Monday, May 29, 2006

Banking in Cyprus

I would have thought, now Cyprus has been in the EU for a couple of years, that the banks would have caught up. And sure enough, they do now have more modern computers than they used to, and their online system is distinctly better than it used to be, enabling me to pay utility bills and transfer money between accounts from home.

But they don't seem to have got the idea that banking should be 'free' to the customer. What we expect is the kind of service we get in the UK: a current account with no service charges so long as we stay in credit, monthly statements delivered in the post, free cheque books arriving automatically when the current one is nearing its end, and at least a small amount of interest on credit balances. Our UK current account gives us 2% interest, which isn't great, but isn't bad. We also have an instant access savings account connected to it, which gives us a little over 3% interest. Not a good rate, but it's technically a discontinued type of account. In other words, it's still running but they don't allow new people to start them, and they don't give top interest rates. Since we can't easily open a new account in the UK while living in Cyprus, we accept these accounts and use them despite the low rates.

Our bank here does have some good points. The counters are open - no glass fronts, no security precautions other than a closed circuit TV. The staff get to know the customers, and one girl in particular always seems to know if there's a new card or paperwork waiting for anyone, without being asked. The hours aren't very long (8.30am - 12.30pm weekdays, plus one afternoon) but the ATM service allows us to draw cash at any time, so that's not really a problem.
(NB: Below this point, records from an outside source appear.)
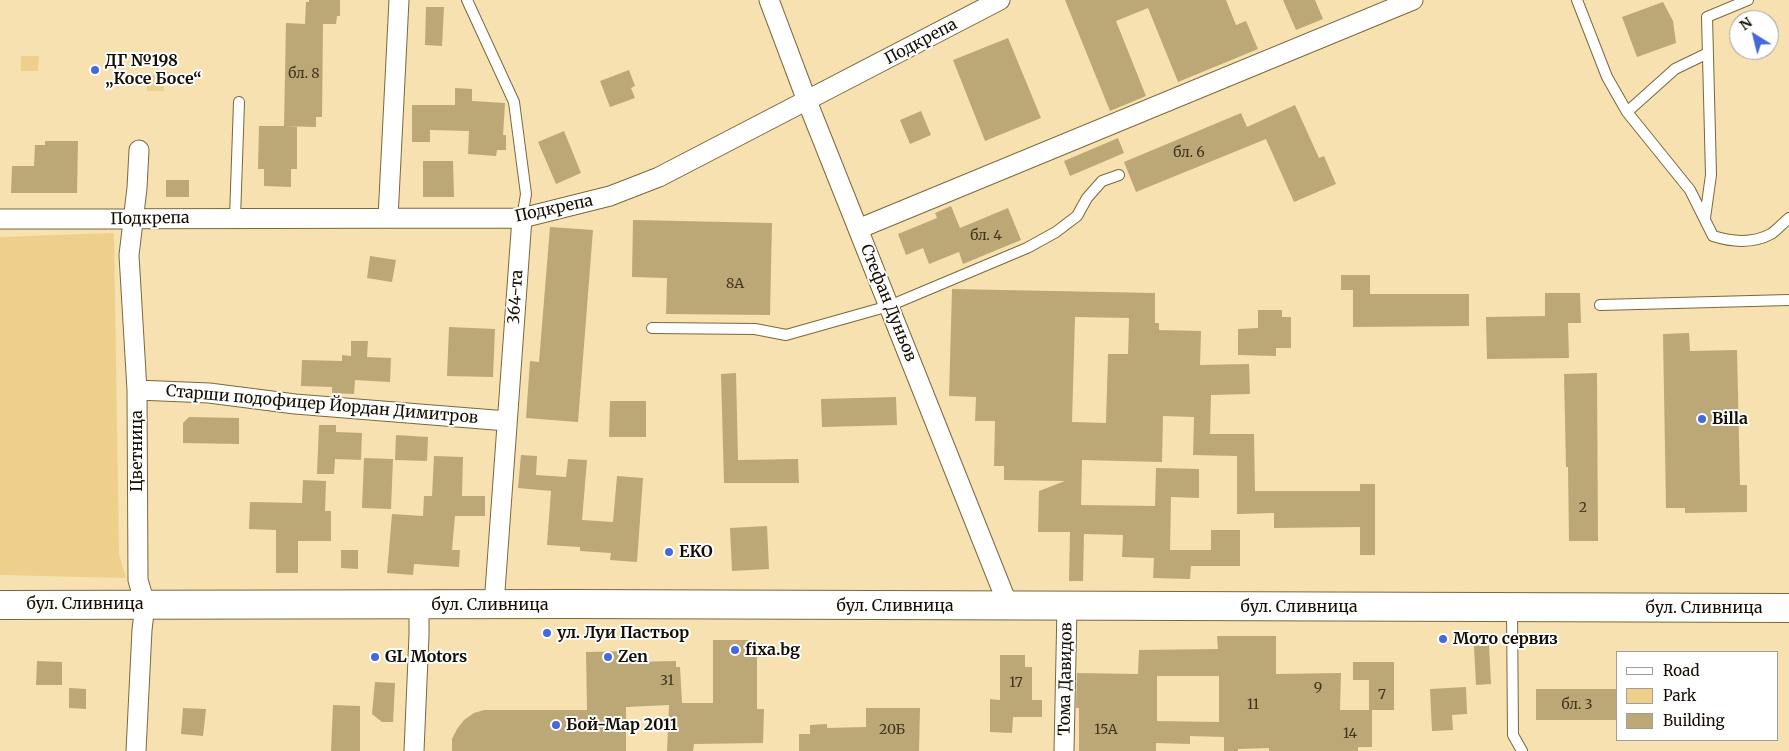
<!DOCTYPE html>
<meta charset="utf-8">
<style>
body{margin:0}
#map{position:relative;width:1789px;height:751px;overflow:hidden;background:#f7e1b0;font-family:Merriweather,serif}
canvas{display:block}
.legend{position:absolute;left:1616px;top:651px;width:162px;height:90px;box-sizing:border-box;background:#fff;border:1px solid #a19f99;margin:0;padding:6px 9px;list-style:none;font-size:15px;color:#150e00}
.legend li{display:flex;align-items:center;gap:10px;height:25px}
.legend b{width:25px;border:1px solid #a19f99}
.north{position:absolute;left:1729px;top:10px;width:50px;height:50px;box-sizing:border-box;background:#fff;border:1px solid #a19f99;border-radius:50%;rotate:324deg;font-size:14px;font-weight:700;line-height:20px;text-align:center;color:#150e00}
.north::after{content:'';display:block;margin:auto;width:18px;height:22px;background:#4469db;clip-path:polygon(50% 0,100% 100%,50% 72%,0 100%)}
</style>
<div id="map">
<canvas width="1789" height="751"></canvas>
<ul class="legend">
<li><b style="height:6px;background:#fff"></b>Road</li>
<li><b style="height:14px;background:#eed08c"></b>Park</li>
<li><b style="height:14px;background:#bca777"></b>Building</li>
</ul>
<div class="north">N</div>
</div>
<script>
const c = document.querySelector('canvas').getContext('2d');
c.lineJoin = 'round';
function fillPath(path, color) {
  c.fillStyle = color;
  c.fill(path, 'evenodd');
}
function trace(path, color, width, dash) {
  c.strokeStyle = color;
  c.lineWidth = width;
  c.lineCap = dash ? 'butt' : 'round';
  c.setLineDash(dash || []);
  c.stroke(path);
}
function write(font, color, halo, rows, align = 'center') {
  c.font = font + ' Merriweather,serif';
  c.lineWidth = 4;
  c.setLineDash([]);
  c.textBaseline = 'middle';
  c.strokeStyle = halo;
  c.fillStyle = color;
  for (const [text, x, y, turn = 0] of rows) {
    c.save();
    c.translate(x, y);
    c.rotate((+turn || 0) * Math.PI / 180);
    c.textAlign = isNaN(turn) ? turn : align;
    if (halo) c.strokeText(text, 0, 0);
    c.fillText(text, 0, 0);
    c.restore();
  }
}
fillPath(new Path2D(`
 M 21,56 L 39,56 L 38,71 L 21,71 Z
 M 147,75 L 164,75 L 164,91 L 147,91 Z
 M 114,233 L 119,554 L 126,578 L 0,575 L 0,237 Z`), '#eed08c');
fillPath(new Path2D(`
 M 309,0 L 340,0 L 340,16 L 337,16 L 336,24 L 323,24 L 322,117 L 316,117 L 316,127 L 284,126 L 286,23 L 305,24 L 306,2 L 309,2 Z
 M 1065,0 L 1226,0 L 1236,25 L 1246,21 L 1258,49 L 1178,82 L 1148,8 L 1116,21 L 1146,96 L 1110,111 Z
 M 1283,0 L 1315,0 L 1323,19 L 1296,30 Z
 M 1663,2 L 1673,21 L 1676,43 L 1637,57 L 1622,17 Z
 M 426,7 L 444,7 L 442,46 L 425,45 Z
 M 1008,38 L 1041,118 L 985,141 L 953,60 Z
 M 629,70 L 635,86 L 631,88 L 635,98 L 610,107 L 600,81 Z
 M 455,88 L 472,89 L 472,101 L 505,103 L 503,135 L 506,135 L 506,150 L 497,150 L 496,156 L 468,154 L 469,131 L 430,130 L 430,142 L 412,142 L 412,105 L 455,105 Z
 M 1295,105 L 1319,158 L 1324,156 L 1336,184 L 1294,202 L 1266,139 L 1136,192 L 1124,162 L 1241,113 L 1247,127 Z
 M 921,111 L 931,135 L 910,144 L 900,120 Z
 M 259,126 L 297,126 L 297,169 L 291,169 L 291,187 L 264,186 L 264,169 L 258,169 Z
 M 564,131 L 581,173 L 556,184 L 538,142 Z
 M 1118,138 L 1124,153 L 1070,176 L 1064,161 Z
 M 45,141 L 78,141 L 77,193 L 11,193 L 12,166 L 34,166 L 35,145 L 45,145 Z
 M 423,161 L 453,161 L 454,197 L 423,197 Z
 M 166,180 L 189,180 L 189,197 L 166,197 Z
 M 951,206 L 960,228 L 1008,208 L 1021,240 L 963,264 L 959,252 L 929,264 L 923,248 L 906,255 L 898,234 L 937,218 L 935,213 Z
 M 633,220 L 772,223 L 770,315 L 666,314 L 667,278 L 632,277 Z
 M 550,227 L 593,230 L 578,422 L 526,418 L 530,361 L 539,362 Z
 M 370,256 L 396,260 L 392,282 L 367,278 Z
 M 1341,275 L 1370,275 L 1370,294 L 1469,294 L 1469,326 L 1353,327 L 1353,290 L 1341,290 Z
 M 952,289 L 1155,293 L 1155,323 L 1159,323 L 1159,330 L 1201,331 L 1200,365 L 1249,364 L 1250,394 L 1211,395 L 1210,434 L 1254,434 L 1255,491 L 1360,491 L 1360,484 L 1375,484 L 1375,555 L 1360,555 L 1360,527 L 1274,528 L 1274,513 L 1237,514 L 1237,456 L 1193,455 L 1194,417 L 1163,416 L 1162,462 L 1082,460 L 1081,505 L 1155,506 L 1156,468 L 1199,469 L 1199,498 L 1171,497 L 1170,550 L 1211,550 L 1211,530 L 1240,530 L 1240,566 L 1191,566 L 1190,579 L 1153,578 L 1154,558 L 1122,557 L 1123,535 L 1084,534 L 1083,581 L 1069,581 L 1070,532 L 1038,532 L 1039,491 L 1065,481 L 1004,480 L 1004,466 L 994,466 L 995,421 L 975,421 L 976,397 L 949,396 ZM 1075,317 L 1129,318 L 1128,354 L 1108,354 L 1106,423 L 1072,422 Z
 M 1545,293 L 1580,293 L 1581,323 L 1568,323 L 1569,358 L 1487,359 L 1486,317 L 1545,316 Z
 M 1258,310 L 1282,310 L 1282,317 L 1291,317 L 1291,348 L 1276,348 L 1276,356 L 1238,355 L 1238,329 L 1258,328 Z
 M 449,327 L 495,329 L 493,377 L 447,376 Z
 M 1689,333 L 1690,351 L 1737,350 L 1740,485 L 1747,485 L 1747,512 L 1685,513 L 1685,508 L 1666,508 L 1663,334 Z
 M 351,341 L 368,341 L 367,357 L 391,358 L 390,382 L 355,380 L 354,394 L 332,393 L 332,387 L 301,386 L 302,360 L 342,361 L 342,355 L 351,356 Z
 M 736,373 L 738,460 L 798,459 L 799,483 L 724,483 L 721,374 Z
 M 1597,373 L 1598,541 L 1569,541 L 1568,467 L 1566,467 L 1564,374 Z
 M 896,397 L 897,425 L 822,427 L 821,399 Z
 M 610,401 L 646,401 L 646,437 L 609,437 Z
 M 189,417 L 239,418 L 239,444 L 183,443 L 183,423 Z
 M 319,425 L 336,425 L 336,432 L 362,433 L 361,460 L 335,459 L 334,474 L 317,474 Z
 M 396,435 L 428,437 L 427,461 L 395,460 Z
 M 521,455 L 537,456 L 536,475 L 566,477 L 568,459 L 587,460 L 582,520 L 613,522 L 617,476 L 643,478 L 637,562 L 610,560 L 611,553 L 580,551 L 580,547 L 547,545 L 551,491 L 518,488 Z
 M 434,456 L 463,457 L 462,496 L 485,496 L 485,516 L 455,516 L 452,550 L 460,550 L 459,567 L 414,564 L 413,575 L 387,573 L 392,514 L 423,516 L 424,496 L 432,496 Z
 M 364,458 L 393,459 L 391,509 L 362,508 Z
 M 303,480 L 326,481 L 325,511 L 331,511 L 331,541 L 298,541 L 298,573 L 276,573 L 276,530 L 249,529 L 250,502 L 302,503 Z
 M 767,526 L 769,569 L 732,571 L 730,528 Z
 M 341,550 L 358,550 L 358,569 L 341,568 Z
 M 1217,636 L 1276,636 L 1276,674 L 1341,673 L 1340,710 L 1372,710 L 1372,747 L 1358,747 L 1358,751 L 1269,751 L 1269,748 L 1238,749 L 1238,751 L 1224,751 L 1224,737 L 1190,736 L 1190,744 L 1156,743 L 1156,751 L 1079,751 L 1079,708 L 1076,708 L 1077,673 L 1138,674 L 1139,650 L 1218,649 ZM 1157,676 L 1219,676 L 1219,722 L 1157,721 Z
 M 713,640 L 757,640 L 757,709 L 764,709 L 763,743 L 694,744 L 693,751 L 667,751 L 669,705 L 626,707 L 626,751 L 452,751 L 452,739 L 457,729 L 464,720 L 474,713 L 484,710 L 587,710 L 586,652 L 633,651 L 633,662 L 676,661 L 676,667 L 680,667 L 682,703 L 713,703 Z
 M 1489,645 L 1491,684 L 1476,685 L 1474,646 Z
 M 1000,655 L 1025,655 L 1025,667 L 1032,667 L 1032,700 L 1042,700 L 1042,717 L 1013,717 L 1012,733 L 990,732 L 990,699 L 1000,700 Z
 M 37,661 L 62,662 L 62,685 L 36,685 Z
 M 1353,662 L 1394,662 L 1394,710 L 1369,710 L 1369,680 L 1353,680 Z
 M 375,682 L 395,683 L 393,722 L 382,722 L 372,714 Z
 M 1466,687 L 1467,714 L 1452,715 L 1453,730 L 1432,731 L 1430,689 Z
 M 69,688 L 86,689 L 86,709 L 69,708 Z
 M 1536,689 L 1618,689 L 1618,720 L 1536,720 Z
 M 333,705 L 360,706 L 360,751 L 331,751 Z
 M 183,708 L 206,709 L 203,736 L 181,734 Z
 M 866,708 L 920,708 L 919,751 L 799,751 L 799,734 L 810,734 L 810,725 L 827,724 L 827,728 L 866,727 Z`), '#bca777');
const service = new Path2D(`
 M 467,0 L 514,102 L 526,194 L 522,218
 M 1577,0 L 1607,77 L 1627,112 L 1690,190 L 1713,236 C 1732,242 1752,244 1771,234 C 1777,230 1783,223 1789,218
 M 1627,112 L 1675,69 L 1708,53
 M 235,218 L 239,102
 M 1705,218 L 1711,175 L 1707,17 L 1748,0
 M 1600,305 L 1789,300
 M 652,328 L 755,329 L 786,335 L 889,306 L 1027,248 L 1056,232 L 1077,216 L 1087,198 L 1102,181 L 1119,175
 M 1512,608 L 1513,735 L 1522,751`);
const minor = new Path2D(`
 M 769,0 L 807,101 L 1008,605
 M 388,218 L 399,0
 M 0,219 L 522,218 L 610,196 L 659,177 L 1000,0
 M 858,229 L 1413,0
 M 137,390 L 209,393 L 295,404 L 507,421
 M 494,605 L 522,218
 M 136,751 L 142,630 L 145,604 L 138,580 L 137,390 L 129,255 L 137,188 L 139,150
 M 414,751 L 419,635 L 419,605
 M 1064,751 L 1067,607`);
const primary = new Path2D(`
 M 0,605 L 570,604 L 1789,608`);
trace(service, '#7b683a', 12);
trace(minor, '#7b683a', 21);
trace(primary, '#7b683a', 30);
trace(service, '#fff', 10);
trace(minor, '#fff', 19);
trace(primary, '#fff', 28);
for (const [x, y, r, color] of [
 [95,70,5,"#4469db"],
 [1702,419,5,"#4469db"],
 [669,552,5,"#4469db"],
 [547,633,5,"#4469db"],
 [1443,639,5,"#4469db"],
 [735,650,5,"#4469db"],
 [375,657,5,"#4469db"],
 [608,657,5,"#4469db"],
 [556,725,5,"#4469db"]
]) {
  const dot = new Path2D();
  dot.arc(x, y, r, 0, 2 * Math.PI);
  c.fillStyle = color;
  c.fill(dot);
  trace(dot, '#fff', 2);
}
write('14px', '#3f341e', null, [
 ["бл. 8",304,74],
 ["бл. 6",1189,153],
 ["бл. 4",986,236],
 ["8А",735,284],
 ["2",1583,508],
 ["31",667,681],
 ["17",1016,683],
 ["9",1318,688],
 ["7",1382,695],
 ["11",1253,705],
 ["бл. 3",1577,705],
 ["20Б",892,730],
 ["15A",1106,730],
 ["14",1350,734]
]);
write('16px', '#150e00', '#fff', [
 ["Подкрепа",921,42,-28],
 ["Подкрепа",554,209,-12],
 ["Подкрепа",150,219,-1],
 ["364-та",516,297,-86],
 ["Стефан Дуньов",888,303,68],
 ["Старши подофицер Йордан Димитров",322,405,5],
 ["Цветница",137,451,-90],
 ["бул. Сливница",85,604],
 ["бул. Сливница",490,605],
 ["бул. Сливница",895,606],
 ["бул. Сливница",1299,607],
 ["бул. Сливница",1704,608],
 ["Тома Давидов",1066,679,-89]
]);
write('bold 16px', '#150e00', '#fff', [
 ["ДГ №198",105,61],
 ["„Косе Босе“",105,79],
 ["Billa",1712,419],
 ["EKO",679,552],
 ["ул. Луи Пастьор",557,633],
 ["Мото сервиз",1453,639],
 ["fixa.bg",745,650],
 ["GL Motors",385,657],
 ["Zen",618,657],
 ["Бой-Мар 2011",566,725]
], 'left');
</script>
On the other hand, they charge us for cheque books, and don't even send them automatically. When we're running low, we have to fill in a request for a new one, and then pay £5 (that's about £6 sterling, or $10 US!) to get another. At least with online utility payments, and no more rent when we move house, we shouldn't get through many cheques in future.

Worse, the bank have recently started charging £1.50 PER MONTH just for the privilege of producing statements for us. A computer-generated piece of paper in the local post, which arrives about two weeks late, so the actual cost is probably around 25c. If that. Apparently we can forgo monthly statements, and have just an annual one, and it will save us £18 per year... so we're going to do that, and simply check transactions online.

Moreover, our Cyprus current account does not pay us any interest. Not one penny. We have an instant access savings account here, and that gives us an unbelievable 1.75% interest. Yes, that's LESS than our UK current account!

We don't normally worry much about interest rates - we're not particularly materialistic, and have never really had sufficient money for it to make much difference anyway. But for the next month, until we actually pay for our new house at the end of June, it seems worth making the best possible use of the proceeds of our UK house. And so, suddenly, we're confronted with questions of when to transfer it, how to transfer it, and where to keep it in the meantime. As far as we can tell, it's best to keep it in the UK as long as possible!


Deb said...

Sounds like Cypriot banks operate much like North American banks - very few free accounts there, no interest on chequing (oops, checking ;-)) accounts, you have to order and pay for your cheques etc.

When you're looking at your options wrt your house funds, don't forget to factor in the direction in which the exchange-rate is moving; on large amounts, a very small fluctuation can make a big difference (as we learned the hard way).

mreddie said...

Every country has their own oddities. What Deb said about the exchange-rate made a lot of sense. ec

Sue said...

Yes, we're watching the exchange rate obsessively! It feels like a constant gamble... do we, don't we?!

I'd forgotten that the US banks did seem very old-fashioned when we lived there for a couple of years in the early 1990s. But in those days I don't think UK current accounts paid interest, and nobody had online banking. I would have thought they would have caught up with Europe by now, though... but maybe not?

Anvilcloud said...

Canadian banks will ding you in every possible way. It's quite infuriating.

Steve Hayes said...

Our banks used to be free, or at least cheap. They charged ledger fees on transactions, but that was all. Now they charge the equivalent of 5 quid a month just to have the account open, with no interest at all.

And the building societies all went commercial and turned themselves into banks, so you can't go there either.